As part of the digital transformation, many companies are currently preparing to optimize their business processes. Process mining is often used to identify the difference between the ideal state of a process and its actual execution. This article explains how to successfully anchor the analysis methodology in the company. Process mining enables companies to use transactional data to scrutinize individual processes, identify bottlenecks and compliance violations, and identify optimization potential. Such a check makes sense especially in older, established processes, since there the desire and reality are often far apart.

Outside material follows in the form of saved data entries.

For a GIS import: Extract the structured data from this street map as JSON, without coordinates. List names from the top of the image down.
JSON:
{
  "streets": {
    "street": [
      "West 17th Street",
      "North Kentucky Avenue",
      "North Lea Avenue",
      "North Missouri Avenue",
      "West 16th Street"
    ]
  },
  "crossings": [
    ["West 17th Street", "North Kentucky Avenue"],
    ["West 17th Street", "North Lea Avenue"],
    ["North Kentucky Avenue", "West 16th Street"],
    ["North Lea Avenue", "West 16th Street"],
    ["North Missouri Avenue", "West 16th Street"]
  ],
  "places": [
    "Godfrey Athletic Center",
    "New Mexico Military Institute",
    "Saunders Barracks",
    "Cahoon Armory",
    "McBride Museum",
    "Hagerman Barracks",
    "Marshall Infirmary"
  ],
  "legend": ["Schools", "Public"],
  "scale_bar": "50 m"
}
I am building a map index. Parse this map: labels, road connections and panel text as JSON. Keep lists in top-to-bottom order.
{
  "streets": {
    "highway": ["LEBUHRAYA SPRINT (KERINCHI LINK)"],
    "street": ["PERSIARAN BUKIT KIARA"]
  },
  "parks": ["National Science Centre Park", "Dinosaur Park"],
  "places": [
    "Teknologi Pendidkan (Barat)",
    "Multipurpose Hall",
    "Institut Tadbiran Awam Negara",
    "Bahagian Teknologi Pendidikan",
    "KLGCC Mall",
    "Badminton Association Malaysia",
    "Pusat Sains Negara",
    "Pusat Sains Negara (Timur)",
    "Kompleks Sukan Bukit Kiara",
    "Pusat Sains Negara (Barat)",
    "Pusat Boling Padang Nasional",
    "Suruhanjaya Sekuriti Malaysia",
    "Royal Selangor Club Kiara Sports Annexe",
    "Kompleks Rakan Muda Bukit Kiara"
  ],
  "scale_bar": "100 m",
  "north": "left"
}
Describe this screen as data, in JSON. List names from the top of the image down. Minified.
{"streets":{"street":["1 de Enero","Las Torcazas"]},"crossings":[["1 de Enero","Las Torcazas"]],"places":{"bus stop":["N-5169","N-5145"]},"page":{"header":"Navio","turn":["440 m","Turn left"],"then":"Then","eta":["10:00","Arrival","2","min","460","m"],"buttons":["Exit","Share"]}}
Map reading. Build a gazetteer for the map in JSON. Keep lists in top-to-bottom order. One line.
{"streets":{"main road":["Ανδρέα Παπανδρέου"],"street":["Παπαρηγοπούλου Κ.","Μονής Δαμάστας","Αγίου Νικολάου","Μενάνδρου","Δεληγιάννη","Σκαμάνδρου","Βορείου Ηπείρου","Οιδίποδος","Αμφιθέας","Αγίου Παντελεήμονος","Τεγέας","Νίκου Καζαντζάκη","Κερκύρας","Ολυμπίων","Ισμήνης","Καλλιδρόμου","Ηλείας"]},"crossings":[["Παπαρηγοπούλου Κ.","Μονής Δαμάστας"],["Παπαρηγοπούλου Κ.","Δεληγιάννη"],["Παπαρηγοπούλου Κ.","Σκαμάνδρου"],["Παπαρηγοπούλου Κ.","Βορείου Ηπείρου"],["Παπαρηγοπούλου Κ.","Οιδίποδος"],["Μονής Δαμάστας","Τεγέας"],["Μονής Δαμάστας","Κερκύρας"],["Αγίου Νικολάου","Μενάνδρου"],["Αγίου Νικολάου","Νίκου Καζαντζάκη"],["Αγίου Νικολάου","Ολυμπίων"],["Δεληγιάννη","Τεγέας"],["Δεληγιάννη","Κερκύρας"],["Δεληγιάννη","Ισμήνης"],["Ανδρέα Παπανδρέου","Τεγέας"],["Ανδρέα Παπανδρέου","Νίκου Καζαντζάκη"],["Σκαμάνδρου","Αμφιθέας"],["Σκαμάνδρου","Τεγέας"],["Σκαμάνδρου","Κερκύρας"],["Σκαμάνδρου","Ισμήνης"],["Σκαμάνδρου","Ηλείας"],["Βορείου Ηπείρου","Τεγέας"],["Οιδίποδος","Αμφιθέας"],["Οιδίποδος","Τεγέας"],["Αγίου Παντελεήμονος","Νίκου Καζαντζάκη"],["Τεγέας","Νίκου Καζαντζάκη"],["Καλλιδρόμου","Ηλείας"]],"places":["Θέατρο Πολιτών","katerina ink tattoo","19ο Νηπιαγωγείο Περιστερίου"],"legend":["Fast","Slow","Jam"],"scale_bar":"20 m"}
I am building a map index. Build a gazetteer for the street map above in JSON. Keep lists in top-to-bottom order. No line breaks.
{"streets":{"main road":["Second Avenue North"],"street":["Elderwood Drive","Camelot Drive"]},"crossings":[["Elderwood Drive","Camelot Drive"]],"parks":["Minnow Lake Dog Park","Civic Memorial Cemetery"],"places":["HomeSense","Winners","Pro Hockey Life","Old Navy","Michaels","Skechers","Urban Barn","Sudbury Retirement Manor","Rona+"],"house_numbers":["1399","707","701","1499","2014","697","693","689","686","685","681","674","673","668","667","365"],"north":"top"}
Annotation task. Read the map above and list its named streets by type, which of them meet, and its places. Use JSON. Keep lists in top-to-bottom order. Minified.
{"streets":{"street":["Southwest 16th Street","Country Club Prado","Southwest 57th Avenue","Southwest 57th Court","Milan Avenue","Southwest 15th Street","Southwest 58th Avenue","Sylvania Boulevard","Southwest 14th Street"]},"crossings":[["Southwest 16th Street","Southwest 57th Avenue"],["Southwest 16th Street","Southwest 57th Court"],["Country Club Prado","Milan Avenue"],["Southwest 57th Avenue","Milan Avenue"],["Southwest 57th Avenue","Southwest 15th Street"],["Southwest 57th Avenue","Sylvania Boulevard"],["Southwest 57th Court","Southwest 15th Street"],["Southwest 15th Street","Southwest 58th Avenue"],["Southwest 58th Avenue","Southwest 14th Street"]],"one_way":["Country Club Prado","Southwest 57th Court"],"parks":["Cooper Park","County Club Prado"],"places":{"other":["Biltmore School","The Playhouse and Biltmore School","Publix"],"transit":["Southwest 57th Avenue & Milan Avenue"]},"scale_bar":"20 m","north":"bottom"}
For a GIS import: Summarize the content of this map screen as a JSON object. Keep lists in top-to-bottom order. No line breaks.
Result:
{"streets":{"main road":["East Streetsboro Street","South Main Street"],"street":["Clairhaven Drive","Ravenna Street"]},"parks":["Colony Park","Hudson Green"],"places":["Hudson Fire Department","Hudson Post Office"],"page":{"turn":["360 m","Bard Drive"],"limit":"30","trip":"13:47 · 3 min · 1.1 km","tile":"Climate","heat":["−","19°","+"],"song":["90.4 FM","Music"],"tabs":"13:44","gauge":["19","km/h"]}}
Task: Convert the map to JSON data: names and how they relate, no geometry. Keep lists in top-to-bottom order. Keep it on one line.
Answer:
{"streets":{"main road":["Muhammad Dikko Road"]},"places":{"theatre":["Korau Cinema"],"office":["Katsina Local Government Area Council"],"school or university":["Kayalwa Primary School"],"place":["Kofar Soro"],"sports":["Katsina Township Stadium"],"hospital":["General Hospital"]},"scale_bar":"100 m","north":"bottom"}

Ideally, processes interact seamlessly to support overarching corporate goals. In practice, however, process owners often wondered why their processes were not going as they should or how they were improving processes whole mining, and process mining offers the opportunity to answer these questions. There is no general recipe for success for the implementation of this analysis methodology in the company, but there are now some universal criteria and best practice approaches that characterize successful process mining initiatives.
Table of Contents |
Determination of the project scope
---
A successful process mining initiative depends on well-thought-out planning. Only on this basis can a company implement all further project steps. Workshops with the most important project participants are usually suitable for this initial phase, in which the scope of the project is defined.
The process details must then be determined based on the project goal. This involves defining all the individual steps between the beginning and the end of a process that is to be analyzed. The data requirements must also be determined. This means that the relevant business documents must be determined concerning the defined process details.
Preparation of data
Once the company has defined the scope of the project, it can start with the technical preparations. Step two essentially involves the extraction, conversion and transfer of data to the process mining software. Two methods for data integration have proven themselves useful: the connection via a software connector or the use of ETL tools to extract, convert and load the data into the process mining application.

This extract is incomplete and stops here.